• [TASK]:
Take the lines from the beginning of the data below through the line holding "0 2.5px,transparent 0" and return exactly those.
..............................
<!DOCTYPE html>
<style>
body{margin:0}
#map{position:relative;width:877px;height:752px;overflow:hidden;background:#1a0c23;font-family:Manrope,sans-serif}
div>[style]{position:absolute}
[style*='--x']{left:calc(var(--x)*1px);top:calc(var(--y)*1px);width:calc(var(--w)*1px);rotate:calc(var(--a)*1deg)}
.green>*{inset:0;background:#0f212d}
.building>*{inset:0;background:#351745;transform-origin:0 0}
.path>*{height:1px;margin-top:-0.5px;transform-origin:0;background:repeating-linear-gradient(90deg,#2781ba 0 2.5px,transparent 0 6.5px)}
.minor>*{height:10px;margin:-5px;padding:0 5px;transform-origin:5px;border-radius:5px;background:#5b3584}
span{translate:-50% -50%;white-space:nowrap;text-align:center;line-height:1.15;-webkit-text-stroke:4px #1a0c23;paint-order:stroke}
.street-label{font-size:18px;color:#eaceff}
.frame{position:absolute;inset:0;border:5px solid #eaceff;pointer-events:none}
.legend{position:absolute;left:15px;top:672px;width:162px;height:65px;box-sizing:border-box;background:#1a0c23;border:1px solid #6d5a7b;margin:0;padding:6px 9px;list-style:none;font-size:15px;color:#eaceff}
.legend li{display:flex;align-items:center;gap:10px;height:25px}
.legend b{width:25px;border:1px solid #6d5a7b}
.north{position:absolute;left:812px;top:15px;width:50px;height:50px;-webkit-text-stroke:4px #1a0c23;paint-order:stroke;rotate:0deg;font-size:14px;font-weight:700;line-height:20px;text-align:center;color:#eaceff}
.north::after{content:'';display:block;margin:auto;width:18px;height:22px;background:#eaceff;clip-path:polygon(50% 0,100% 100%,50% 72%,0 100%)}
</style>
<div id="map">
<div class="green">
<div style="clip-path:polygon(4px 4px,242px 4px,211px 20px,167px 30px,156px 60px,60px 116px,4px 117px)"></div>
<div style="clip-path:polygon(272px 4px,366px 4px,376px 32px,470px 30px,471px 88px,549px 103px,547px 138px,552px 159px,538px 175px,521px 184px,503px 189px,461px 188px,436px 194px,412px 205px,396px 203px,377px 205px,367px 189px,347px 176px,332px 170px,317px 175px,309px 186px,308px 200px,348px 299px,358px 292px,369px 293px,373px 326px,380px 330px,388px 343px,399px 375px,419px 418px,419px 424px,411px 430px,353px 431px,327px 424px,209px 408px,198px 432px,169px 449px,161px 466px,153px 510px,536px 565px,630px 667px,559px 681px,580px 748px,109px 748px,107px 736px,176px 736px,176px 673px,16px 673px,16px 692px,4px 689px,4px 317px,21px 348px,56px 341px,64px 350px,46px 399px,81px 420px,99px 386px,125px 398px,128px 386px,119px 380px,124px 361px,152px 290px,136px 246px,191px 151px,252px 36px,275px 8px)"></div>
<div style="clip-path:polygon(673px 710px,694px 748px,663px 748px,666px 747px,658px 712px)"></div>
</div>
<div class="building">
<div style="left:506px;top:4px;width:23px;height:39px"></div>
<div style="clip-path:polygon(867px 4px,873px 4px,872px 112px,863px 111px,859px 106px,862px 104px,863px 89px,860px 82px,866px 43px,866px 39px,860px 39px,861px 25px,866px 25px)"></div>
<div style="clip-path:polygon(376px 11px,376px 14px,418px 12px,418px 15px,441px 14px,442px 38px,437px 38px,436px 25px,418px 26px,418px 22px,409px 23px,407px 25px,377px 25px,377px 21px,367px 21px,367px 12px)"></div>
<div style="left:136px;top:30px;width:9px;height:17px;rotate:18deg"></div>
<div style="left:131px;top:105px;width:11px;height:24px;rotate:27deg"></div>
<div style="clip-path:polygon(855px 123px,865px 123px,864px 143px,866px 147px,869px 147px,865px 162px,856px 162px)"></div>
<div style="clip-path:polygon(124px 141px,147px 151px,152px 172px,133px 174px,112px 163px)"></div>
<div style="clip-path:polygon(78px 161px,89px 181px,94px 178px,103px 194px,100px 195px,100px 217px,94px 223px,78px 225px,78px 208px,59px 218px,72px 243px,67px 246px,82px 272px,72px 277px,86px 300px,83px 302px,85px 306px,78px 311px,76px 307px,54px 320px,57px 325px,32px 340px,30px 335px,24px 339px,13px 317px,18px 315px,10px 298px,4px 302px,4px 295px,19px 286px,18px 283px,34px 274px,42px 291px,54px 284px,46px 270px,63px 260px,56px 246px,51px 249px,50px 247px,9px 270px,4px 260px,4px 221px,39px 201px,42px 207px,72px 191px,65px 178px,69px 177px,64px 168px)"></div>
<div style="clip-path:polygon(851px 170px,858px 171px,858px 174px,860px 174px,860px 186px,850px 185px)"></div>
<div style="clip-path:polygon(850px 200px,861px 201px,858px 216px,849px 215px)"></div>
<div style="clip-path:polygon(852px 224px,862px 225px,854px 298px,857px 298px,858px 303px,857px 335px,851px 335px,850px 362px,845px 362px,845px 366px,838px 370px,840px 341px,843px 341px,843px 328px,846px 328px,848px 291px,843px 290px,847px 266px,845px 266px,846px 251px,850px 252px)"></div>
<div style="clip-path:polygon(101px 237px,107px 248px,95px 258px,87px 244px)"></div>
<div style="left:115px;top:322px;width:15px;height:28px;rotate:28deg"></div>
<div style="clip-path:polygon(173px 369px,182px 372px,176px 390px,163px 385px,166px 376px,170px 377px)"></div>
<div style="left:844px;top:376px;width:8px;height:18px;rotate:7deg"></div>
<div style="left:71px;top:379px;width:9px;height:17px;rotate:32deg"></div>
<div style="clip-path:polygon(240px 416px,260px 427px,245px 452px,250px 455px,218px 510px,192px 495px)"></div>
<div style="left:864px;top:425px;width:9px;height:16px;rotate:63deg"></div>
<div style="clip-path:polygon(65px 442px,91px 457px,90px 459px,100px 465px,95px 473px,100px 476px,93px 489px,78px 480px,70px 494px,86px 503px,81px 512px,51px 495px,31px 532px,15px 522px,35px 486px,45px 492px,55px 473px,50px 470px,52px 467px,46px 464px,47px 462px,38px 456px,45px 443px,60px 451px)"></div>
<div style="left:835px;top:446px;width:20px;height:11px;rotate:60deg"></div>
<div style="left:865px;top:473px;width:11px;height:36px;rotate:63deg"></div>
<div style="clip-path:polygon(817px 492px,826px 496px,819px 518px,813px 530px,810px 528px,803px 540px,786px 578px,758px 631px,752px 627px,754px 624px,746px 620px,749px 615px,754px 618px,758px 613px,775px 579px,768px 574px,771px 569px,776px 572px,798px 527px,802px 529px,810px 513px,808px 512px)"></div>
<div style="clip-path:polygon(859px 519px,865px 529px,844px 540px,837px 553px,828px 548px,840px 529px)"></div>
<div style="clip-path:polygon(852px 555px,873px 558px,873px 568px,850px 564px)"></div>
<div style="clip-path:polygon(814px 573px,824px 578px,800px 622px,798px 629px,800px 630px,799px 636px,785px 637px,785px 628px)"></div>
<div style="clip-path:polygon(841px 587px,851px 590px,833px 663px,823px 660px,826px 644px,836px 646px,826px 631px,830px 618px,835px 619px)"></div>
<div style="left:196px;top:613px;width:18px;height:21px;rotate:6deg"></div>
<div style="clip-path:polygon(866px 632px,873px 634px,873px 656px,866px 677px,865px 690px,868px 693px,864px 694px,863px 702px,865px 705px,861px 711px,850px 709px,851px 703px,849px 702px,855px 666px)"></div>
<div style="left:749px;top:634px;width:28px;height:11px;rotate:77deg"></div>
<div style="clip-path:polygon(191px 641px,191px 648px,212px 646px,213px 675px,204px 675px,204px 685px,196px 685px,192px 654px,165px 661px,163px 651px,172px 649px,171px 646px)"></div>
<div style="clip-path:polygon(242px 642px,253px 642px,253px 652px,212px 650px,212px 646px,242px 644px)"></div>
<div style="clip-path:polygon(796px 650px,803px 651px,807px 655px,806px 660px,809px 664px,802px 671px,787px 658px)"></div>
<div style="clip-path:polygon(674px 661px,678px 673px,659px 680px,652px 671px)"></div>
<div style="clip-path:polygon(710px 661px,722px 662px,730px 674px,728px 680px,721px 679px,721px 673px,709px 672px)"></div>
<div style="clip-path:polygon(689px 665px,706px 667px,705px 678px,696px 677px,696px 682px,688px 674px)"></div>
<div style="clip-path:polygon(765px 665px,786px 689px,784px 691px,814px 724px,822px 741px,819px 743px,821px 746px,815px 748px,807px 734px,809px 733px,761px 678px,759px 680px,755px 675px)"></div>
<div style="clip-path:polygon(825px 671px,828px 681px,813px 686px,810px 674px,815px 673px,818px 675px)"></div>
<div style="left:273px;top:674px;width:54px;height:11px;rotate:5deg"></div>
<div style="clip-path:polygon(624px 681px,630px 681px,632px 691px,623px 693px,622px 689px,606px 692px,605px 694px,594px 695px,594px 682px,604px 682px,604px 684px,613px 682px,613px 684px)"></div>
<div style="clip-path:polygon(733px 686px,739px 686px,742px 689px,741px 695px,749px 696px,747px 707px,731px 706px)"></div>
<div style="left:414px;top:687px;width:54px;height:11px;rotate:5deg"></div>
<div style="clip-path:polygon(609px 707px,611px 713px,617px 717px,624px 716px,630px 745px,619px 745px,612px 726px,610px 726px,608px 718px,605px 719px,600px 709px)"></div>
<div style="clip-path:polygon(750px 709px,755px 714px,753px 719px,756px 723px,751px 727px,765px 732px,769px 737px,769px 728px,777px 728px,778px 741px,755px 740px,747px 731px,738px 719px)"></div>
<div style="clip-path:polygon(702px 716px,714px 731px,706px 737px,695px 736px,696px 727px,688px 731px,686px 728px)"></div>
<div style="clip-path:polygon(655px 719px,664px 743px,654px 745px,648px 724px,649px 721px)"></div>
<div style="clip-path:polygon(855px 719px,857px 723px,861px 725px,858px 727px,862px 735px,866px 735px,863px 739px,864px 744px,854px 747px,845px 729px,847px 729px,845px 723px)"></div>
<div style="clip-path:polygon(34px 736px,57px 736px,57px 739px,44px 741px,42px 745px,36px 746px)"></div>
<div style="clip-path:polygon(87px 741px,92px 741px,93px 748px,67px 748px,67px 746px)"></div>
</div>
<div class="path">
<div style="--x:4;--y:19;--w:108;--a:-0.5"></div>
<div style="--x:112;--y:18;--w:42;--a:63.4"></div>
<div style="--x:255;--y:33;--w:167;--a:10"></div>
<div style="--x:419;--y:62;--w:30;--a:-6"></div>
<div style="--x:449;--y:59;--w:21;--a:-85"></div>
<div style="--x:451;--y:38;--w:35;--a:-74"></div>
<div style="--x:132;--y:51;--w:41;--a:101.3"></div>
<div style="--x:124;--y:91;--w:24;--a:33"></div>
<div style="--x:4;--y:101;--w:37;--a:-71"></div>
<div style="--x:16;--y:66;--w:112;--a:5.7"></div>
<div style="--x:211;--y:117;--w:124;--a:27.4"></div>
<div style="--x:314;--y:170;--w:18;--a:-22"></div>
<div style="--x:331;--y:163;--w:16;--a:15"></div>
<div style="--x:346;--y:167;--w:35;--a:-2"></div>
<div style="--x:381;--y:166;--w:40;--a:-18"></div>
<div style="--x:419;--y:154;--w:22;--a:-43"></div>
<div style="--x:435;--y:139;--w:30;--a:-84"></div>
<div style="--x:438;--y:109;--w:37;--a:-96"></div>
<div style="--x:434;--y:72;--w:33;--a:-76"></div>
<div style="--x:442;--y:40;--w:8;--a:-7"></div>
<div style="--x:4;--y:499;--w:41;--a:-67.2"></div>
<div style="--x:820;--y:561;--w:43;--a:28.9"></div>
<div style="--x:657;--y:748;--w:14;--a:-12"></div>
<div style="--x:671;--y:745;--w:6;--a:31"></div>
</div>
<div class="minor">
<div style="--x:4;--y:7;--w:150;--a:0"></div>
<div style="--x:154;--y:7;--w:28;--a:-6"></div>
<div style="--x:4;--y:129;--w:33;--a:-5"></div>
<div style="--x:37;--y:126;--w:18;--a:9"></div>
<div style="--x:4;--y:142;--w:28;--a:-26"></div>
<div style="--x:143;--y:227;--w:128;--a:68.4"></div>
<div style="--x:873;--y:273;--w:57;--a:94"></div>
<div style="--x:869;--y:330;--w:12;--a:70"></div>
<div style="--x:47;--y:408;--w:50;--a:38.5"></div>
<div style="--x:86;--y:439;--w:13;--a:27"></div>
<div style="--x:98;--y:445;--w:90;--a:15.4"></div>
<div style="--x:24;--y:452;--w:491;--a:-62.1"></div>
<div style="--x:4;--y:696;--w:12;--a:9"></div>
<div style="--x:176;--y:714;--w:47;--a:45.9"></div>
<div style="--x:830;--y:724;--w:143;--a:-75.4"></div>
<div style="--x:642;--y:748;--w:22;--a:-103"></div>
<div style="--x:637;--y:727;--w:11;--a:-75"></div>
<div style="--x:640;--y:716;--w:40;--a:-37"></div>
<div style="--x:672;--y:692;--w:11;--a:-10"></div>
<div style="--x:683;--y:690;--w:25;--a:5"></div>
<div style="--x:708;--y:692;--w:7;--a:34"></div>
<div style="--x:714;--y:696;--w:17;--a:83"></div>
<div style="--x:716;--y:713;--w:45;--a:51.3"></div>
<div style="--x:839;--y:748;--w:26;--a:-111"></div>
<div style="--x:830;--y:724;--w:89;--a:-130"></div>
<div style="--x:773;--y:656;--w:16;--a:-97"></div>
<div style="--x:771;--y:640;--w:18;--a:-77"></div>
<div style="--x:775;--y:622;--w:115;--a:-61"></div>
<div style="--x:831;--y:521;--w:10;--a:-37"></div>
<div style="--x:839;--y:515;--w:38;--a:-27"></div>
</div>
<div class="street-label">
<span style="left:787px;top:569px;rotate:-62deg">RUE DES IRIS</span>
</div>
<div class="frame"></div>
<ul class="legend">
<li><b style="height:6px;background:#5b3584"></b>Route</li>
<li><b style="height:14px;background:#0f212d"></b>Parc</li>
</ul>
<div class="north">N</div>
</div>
..............................
• [OUTPUT FOR THIS EXERCISE]:
<!DOCTYPE html>
<style>
body{margin:0}
#map{position:relative;width:877px;height:752px;overflow:hidden;background:#1a0c23;font-family:Manrope,sans-serif}
div>[style]{position:absolute}
[style*='--x']{left:calc(var(--x)*1px);top:calc(var(--y)*1px);width:calc(var(--w)*1px);rotate:calc(var(--a)*1deg)}
.green>*{inset:0;background:#0f212d}
.building>*{inset:0;background:#351745;transform-origin:0 0}
.path>*{height:1px;margin-top:-0.5px;transform-origin:0;background:repeating-linear-gradient(90deg,#2781ba 0 2.5px,transparent 0 6.5px)}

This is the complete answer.